Each entry is to be retyped exactly as it appears. Leave the images out.

Saved data entries:
Content starts

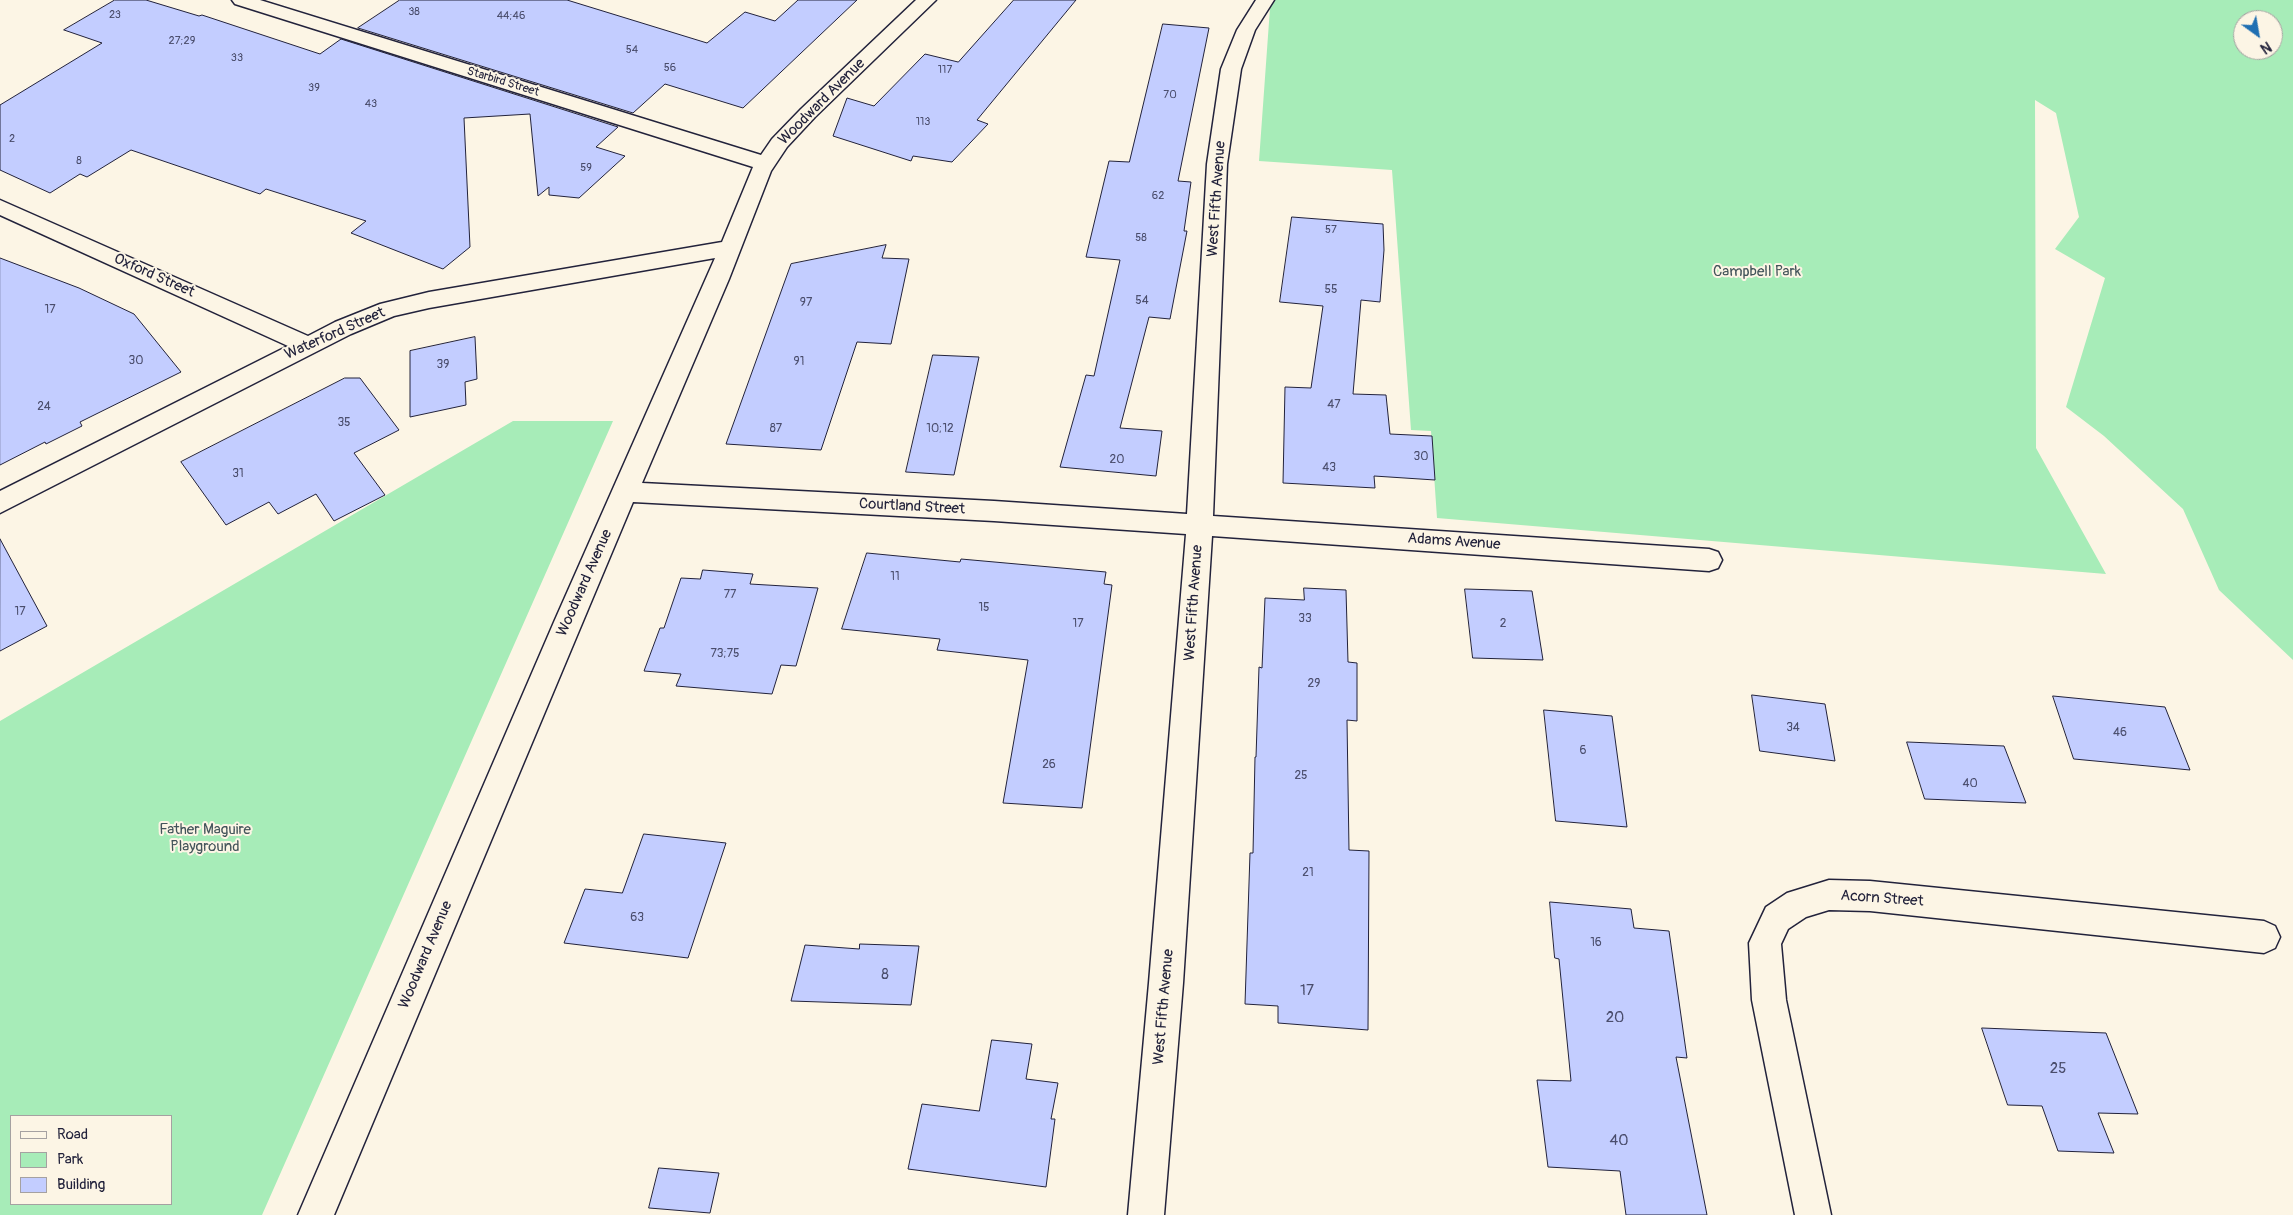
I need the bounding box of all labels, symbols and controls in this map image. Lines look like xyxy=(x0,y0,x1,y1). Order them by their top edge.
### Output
house number: 38 xyxy=(408,5,420,19)
house number: 23 xyxy=(109,8,121,22)
house number: 44;46 xyxy=(497,9,525,23)
north arrow xyxy=(2233,10,2283,60)
house number: 27;29 xyxy=(169,34,195,48)
text: N xyxy=(2257,38,2274,57)
house number: 54 xyxy=(626,43,638,57)
house number: 33 xyxy=(231,51,243,65)
street label: Woodward Avenue xyxy=(775,55,869,149)
house number: 56 xyxy=(664,61,676,75)
house number: 117 xyxy=(938,63,952,77)
street label: Starbird Street xyxy=(465,64,541,100)
house number: 39 xyxy=(308,81,320,95)
house number: 70 xyxy=(1163,88,1177,102)
house number: 43 xyxy=(365,97,377,111)
house number: 113 xyxy=(916,115,930,129)
house number: 2 xyxy=(9,132,15,146)
street label: West Fifth Avenue xyxy=(1204,140,1230,258)
house number: 8 xyxy=(76,154,82,168)
house number: 59 xyxy=(580,161,592,175)
house number: 62 xyxy=(1152,189,1164,203)
house number: 57 xyxy=(1325,223,1337,237)
house number: 58 xyxy=(1135,231,1147,245)
street label: Oxford Street xyxy=(111,250,197,302)
park label: Campbell Park xyxy=(1713,263,1801,281)
house number: 55 xyxy=(1324,283,1338,297)
house number: 54 xyxy=(1135,294,1149,308)
house number: 97 xyxy=(800,296,812,310)
house number: 17 xyxy=(44,303,56,317)
street label: Waterford Street xyxy=(282,304,388,364)
house number: 30 xyxy=(129,354,143,368)
house number: 91 xyxy=(794,355,804,369)
house number: 39 xyxy=(437,358,449,372)
house number: 47 xyxy=(1327,398,1341,412)
house number: 24 xyxy=(37,400,51,414)
house number: 35 xyxy=(337,416,351,430)
house number: 87 xyxy=(770,422,782,436)
house number: 10;12 xyxy=(926,422,954,436)
house number: 30 xyxy=(1414,450,1428,464)
house number: 20 xyxy=(1110,453,1124,467)
house number: 43 xyxy=(1322,461,1336,475)
house number: 31 xyxy=(232,467,244,481)
street label: Courtland Street xyxy=(859,495,965,519)
street label: Woodward Avenue xyxy=(553,527,617,639)
street label: Adams Avenue xyxy=(1407,530,1501,554)
street label: West Fifth Avenue xyxy=(1181,544,1207,662)
house number: 11 xyxy=(890,570,900,584)
house number: 77 xyxy=(724,588,736,602)
house number: 15 xyxy=(978,601,990,615)
house number: 17 xyxy=(14,605,26,619)
house number: 33 xyxy=(1298,612,1312,626)
house number: 17 xyxy=(1072,617,1084,631)
house number: 2 xyxy=(1500,617,1506,631)
house number: 73;75 xyxy=(710,647,740,661)
house number: 29 xyxy=(1308,677,1320,691)
house number: 34 xyxy=(1786,721,1800,735)
house number: 46 xyxy=(2113,726,2127,740)
house number: 6 xyxy=(1580,744,1586,758)
house number: 26 xyxy=(1042,758,1056,772)
house number: 25 xyxy=(1294,769,1308,783)
house number: 40 xyxy=(1962,777,1978,791)
park label: Father Maguire Playground xyxy=(159,821,251,856)
house number: 21 xyxy=(1302,866,1314,880)
street label: Acorn Street xyxy=(1840,887,1924,911)
street label: Woodward Avenue xyxy=(395,898,457,1012)
house number: 63 xyxy=(630,911,644,925)
house number: 16 xyxy=(1590,936,1602,950)
street label: West Fifth Avenue xyxy=(1150,948,1178,1066)
house number: 8 xyxy=(881,966,889,984)
house number: 17 xyxy=(1300,982,1314,1000)
house number: 20 xyxy=(1606,1009,1624,1027)
house number: 25 xyxy=(2050,1060,2066,1078)
legend xyxy=(10,1115,172,1205)
text: Road xyxy=(57,1125,88,1144)
house number: 40 xyxy=(1610,1132,1628,1150)
text: Park xyxy=(57,1150,83,1169)
text: Building xyxy=(57,1175,105,1194)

Content ends

> ANSWER BOX
I need the bounding box of all labels, symbols and controls in this map image. Lines look like xyxy=(x0,y0,x1,y1). Order them by their top edge.
### Output
house number: 38 xyxy=(408,5,420,19)
house number: 23 xyxy=(109,8,121,22)
house number: 44;46 xyxy=(497,9,525,23)
north arrow xyxy=(2233,10,2283,60)
house number: 27;29 xyxy=(169,34,195,48)
text: N xyxy=(2257,38,2274,57)
house number: 54 xyxy=(626,43,638,57)
house number: 33 xyxy=(231,51,243,65)
street label: Woodward Avenue xyxy=(775,55,869,149)
house number: 56 xyxy=(664,61,676,75)
house number: 117 xyxy=(938,63,952,77)
street label: Starbird Street xyxy=(465,64,541,100)
house number: 39 xyxy=(308,81,320,95)
house number: 70 xyxy=(1163,88,1177,102)
house number: 43 xyxy=(365,97,377,111)
house number: 113 xyxy=(916,115,930,129)
house number: 2 xyxy=(9,132,15,146)
street label: West Fifth Avenue xyxy=(1204,140,1230,258)
house number: 8 xyxy=(76,154,82,168)
house number: 59 xyxy=(580,161,592,175)
house number: 62 xyxy=(1152,189,1164,203)
house number: 57 xyxy=(1325,223,1337,237)
house number: 58 xyxy=(1135,231,1147,245)
street label: Oxford Street xyxy=(111,250,197,302)
park label: Campbell Park xyxy=(1713,263,1801,281)
house number: 55 xyxy=(1324,283,1338,297)
house number: 54 xyxy=(1135,294,1149,308)
house number: 97 xyxy=(800,296,812,310)
house number: 17 xyxy=(44,303,56,317)
street label: Waterford Street xyxy=(282,304,388,364)
house number: 30 xyxy=(129,354,143,368)
house number: 91 xyxy=(794,355,804,369)
house number: 39 xyxy=(437,358,449,372)
house number: 47 xyxy=(1327,398,1341,412)
house number: 24 xyxy=(37,400,51,414)
house number: 35 xyxy=(337,416,351,430)
house number: 87 xyxy=(770,422,782,436)
house number: 10;12 xyxy=(926,422,954,436)
house number: 30 xyxy=(1414,450,1428,464)
house number: 20 xyxy=(1110,453,1124,467)
house number: 43 xyxy=(1322,461,1336,475)
house number: 31 xyxy=(232,467,244,481)
street label: Courtland Street xyxy=(859,495,965,519)
street label: Woodward Avenue xyxy=(553,527,617,639)
street label: Adams Avenue xyxy=(1407,530,1501,554)
street label: West Fifth Avenue xyxy=(1181,544,1207,662)
house number: 11 xyxy=(890,570,900,584)
house number: 77 xyxy=(724,588,736,602)
house number: 15 xyxy=(978,601,990,615)
house number: 17 xyxy=(14,605,26,619)
house number: 33 xyxy=(1298,612,1312,626)
house number: 17 xyxy=(1072,617,1084,631)
house number: 2 xyxy=(1500,617,1506,631)
house number: 73;75 xyxy=(710,647,740,661)
house number: 29 xyxy=(1308,677,1320,691)
house number: 34 xyxy=(1786,721,1800,735)
house number: 46 xyxy=(2113,726,2127,740)
house number: 6 xyxy=(1580,744,1586,758)
house number: 26 xyxy=(1042,758,1056,772)
house number: 25 xyxy=(1294,769,1308,783)
house number: 40 xyxy=(1962,777,1978,791)
park label: Father Maguire Playground xyxy=(159,821,251,856)
house number: 21 xyxy=(1302,866,1314,880)
street label: Acorn Street xyxy=(1840,887,1924,911)
street label: Woodward Avenue xyxy=(395,898,457,1012)
house number: 63 xyxy=(630,911,644,925)
house number: 16 xyxy=(1590,936,1602,950)
street label: West Fifth Avenue xyxy=(1150,948,1178,1066)
house number: 8 xyxy=(881,966,889,984)
house number: 17 xyxy=(1300,982,1314,1000)
house number: 20 xyxy=(1606,1009,1624,1027)
house number: 25 xyxy=(2050,1060,2066,1078)
legend xyxy=(10,1115,172,1205)
text: Road xyxy=(57,1125,88,1144)
house number: 40 xyxy=(1610,1132,1628,1150)
text: Park xyxy=(57,1150,83,1169)
text: Building xyxy=(57,1175,105,1194)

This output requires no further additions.